*Exercise*: When you reach the line containing "Parse this picture: labels, road" in the entries below, begin reproducing lines exactly, and stop once the line containing "Task: Read the" is done.
=== Data for this exercise ===
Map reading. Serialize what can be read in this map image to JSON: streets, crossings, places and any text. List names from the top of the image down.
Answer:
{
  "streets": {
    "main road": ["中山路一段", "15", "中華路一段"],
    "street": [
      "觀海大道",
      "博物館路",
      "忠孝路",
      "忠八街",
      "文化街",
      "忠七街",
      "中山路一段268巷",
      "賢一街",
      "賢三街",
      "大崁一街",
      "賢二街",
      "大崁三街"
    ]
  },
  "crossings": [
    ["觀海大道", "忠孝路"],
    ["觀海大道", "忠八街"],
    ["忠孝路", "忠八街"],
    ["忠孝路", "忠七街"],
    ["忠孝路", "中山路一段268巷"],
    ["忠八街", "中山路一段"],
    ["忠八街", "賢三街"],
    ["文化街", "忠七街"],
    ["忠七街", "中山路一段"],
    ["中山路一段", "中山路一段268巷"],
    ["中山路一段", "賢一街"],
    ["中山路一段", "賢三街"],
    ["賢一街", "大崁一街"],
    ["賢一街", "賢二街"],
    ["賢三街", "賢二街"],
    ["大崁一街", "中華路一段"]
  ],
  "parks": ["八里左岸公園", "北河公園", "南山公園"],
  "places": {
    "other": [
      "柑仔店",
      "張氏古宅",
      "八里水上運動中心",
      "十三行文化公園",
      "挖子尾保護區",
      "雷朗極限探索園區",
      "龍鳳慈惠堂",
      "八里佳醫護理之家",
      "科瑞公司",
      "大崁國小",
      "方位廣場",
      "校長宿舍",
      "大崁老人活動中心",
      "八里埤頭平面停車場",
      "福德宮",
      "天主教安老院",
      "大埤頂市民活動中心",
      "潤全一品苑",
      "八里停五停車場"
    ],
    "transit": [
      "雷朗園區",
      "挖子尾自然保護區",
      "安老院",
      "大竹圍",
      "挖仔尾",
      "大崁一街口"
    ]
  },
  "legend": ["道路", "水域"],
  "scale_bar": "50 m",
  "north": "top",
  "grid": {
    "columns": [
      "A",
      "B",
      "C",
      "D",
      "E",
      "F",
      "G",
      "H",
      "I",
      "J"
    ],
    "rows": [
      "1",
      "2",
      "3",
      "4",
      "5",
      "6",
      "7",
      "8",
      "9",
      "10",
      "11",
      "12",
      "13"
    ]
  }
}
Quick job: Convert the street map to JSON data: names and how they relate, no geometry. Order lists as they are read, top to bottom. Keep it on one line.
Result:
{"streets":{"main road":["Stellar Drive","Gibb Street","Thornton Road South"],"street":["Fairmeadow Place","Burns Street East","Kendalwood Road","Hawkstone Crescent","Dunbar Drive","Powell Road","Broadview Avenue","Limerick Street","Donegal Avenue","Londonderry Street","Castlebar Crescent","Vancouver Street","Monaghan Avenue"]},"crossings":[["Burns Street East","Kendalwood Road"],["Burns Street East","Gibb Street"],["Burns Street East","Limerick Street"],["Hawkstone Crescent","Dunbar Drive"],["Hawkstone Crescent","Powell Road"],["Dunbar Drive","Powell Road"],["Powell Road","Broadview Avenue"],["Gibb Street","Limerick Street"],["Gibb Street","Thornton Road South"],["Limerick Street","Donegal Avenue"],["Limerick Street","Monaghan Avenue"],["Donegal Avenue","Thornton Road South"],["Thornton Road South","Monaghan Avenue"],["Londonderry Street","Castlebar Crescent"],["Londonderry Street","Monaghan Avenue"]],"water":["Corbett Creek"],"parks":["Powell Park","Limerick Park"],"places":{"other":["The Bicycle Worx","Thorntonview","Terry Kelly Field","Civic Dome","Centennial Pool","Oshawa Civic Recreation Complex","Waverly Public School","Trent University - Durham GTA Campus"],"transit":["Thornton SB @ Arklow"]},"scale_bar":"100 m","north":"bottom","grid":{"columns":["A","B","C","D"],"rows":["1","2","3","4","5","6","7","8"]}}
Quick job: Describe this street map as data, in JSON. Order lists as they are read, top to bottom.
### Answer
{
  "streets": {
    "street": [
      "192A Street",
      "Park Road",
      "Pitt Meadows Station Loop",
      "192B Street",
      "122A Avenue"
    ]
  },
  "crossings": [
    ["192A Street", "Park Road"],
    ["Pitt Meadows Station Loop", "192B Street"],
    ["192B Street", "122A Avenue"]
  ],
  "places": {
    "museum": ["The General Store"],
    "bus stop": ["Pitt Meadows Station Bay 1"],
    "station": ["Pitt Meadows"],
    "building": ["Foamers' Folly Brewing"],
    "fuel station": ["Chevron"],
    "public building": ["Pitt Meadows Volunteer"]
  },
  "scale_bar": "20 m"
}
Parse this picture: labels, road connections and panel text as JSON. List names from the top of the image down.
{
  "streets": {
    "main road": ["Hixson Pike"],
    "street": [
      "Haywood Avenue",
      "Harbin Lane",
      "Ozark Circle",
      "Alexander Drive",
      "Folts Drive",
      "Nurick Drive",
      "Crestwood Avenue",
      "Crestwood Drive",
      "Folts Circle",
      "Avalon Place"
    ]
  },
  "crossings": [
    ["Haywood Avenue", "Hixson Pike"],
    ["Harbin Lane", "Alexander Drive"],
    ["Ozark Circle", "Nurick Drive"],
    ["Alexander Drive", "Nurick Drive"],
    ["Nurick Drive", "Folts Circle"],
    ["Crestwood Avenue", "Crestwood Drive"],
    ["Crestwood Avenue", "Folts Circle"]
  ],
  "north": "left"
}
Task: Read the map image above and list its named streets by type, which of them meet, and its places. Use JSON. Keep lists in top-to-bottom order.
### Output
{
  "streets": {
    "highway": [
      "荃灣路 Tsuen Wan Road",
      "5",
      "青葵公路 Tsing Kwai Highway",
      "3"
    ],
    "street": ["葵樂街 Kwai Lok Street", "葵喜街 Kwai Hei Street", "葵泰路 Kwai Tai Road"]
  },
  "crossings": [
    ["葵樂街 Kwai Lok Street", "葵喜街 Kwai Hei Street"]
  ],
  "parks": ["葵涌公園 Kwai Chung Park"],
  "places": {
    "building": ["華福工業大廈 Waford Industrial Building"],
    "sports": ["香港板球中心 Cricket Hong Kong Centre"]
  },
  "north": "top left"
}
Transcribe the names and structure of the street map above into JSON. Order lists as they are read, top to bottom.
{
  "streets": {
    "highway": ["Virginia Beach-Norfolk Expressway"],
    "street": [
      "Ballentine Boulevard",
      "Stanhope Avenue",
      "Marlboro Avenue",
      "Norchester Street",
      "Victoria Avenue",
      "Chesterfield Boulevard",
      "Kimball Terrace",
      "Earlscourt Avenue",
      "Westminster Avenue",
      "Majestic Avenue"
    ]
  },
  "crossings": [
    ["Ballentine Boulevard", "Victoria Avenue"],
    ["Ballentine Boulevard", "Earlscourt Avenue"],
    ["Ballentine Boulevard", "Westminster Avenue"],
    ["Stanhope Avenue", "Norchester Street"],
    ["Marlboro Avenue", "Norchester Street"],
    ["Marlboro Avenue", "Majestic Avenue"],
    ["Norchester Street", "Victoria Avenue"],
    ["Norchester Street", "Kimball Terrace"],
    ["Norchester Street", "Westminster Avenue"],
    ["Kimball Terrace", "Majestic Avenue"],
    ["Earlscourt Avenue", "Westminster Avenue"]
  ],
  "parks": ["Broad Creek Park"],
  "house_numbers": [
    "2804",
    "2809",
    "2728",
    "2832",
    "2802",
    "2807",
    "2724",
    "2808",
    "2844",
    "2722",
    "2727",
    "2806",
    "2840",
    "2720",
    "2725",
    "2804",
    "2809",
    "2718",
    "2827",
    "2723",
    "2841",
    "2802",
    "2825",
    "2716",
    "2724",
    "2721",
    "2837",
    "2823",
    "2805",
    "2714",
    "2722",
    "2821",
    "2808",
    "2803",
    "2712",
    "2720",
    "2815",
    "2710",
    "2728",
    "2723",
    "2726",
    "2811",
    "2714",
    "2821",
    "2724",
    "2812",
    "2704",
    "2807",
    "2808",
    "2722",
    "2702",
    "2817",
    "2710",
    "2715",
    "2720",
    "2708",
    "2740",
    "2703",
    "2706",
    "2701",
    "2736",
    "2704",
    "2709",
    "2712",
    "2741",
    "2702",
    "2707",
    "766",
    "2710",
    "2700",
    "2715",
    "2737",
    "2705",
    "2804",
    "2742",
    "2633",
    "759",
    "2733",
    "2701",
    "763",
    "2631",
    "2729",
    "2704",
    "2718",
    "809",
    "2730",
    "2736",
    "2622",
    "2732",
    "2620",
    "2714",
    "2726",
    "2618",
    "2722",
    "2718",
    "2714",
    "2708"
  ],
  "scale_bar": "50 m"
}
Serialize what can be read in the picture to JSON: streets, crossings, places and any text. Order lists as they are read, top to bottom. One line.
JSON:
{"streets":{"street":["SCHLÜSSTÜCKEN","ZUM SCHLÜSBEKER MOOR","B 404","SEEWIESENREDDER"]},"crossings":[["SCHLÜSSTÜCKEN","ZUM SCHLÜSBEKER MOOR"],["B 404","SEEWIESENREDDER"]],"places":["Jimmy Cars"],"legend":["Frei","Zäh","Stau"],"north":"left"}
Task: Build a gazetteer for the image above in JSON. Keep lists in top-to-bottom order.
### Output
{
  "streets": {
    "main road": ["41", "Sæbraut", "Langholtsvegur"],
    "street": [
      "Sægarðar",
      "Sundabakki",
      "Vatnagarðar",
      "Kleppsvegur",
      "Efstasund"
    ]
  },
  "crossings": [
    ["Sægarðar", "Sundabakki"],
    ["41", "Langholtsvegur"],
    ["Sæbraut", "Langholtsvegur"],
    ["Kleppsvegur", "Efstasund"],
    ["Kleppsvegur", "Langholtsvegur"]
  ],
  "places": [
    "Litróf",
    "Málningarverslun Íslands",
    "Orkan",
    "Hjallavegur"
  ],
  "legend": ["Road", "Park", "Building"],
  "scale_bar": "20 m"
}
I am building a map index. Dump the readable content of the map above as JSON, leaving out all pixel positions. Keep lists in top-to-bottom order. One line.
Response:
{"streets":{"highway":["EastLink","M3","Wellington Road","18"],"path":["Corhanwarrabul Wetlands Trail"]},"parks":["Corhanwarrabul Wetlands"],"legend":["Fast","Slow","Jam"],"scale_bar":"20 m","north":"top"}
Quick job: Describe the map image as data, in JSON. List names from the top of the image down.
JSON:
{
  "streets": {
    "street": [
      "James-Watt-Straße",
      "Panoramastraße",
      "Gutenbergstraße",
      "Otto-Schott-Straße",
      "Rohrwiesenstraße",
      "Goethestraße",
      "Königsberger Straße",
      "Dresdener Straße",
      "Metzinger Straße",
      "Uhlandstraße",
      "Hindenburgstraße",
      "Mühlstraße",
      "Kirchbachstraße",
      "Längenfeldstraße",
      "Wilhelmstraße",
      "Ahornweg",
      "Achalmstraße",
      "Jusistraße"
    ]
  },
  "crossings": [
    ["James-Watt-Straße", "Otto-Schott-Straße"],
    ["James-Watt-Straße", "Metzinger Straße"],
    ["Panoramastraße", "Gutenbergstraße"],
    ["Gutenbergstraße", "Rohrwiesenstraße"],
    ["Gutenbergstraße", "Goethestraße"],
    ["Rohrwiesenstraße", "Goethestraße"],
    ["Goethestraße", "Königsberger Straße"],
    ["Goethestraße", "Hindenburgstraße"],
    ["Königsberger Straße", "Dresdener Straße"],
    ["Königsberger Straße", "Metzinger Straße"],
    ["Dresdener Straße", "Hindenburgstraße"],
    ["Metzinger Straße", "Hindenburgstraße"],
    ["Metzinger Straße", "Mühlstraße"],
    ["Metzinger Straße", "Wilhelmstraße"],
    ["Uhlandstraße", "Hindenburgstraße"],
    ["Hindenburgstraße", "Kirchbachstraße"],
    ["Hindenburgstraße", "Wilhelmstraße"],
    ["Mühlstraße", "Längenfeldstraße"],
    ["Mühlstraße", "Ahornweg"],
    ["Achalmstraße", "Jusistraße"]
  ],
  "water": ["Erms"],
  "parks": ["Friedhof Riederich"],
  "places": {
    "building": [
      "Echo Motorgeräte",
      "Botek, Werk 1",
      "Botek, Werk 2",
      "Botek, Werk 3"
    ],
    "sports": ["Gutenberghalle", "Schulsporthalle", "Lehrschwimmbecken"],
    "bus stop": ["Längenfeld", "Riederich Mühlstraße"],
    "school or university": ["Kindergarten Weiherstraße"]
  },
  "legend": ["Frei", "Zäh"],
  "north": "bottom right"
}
===
*Task solution*:
Parse this picture: labels, road connections and panel text as JSON. List names from the top of the image down.
{
  "streets": {
    "main road": ["Hixson Pike"],
    "street": [
      "Haywood Avenue",
      "Harbin Lane",
      "Ozark Circle",
      "Alexander Drive",
      "Folts Drive",
      "Nurick Drive",
      "Crestwood Avenue",
      "Crestwood Drive",
      "Folts Circle",
      "Avalon Place"
    ]
  },
  "crossings": [
    ["Haywood Avenue", "Hixson Pike"],
    ["Harbin Lane", "Alexander Drive"],
    ["Ozark Circle", "Nurick Drive"],
    ["Alexander Drive", "Nurick Drive"],
    ["Nurick Drive", "Folts Circle"],
    ["Crestwood Avenue", "Crestwood Drive"],
    ["Crestwood Avenue", "Folts Circle"]
  ],
  "north": "left"
}
Task: Read the map image above and list its named streets by type, which of them meet, and its places. Use JSON. Keep lists in top-to-bottom order.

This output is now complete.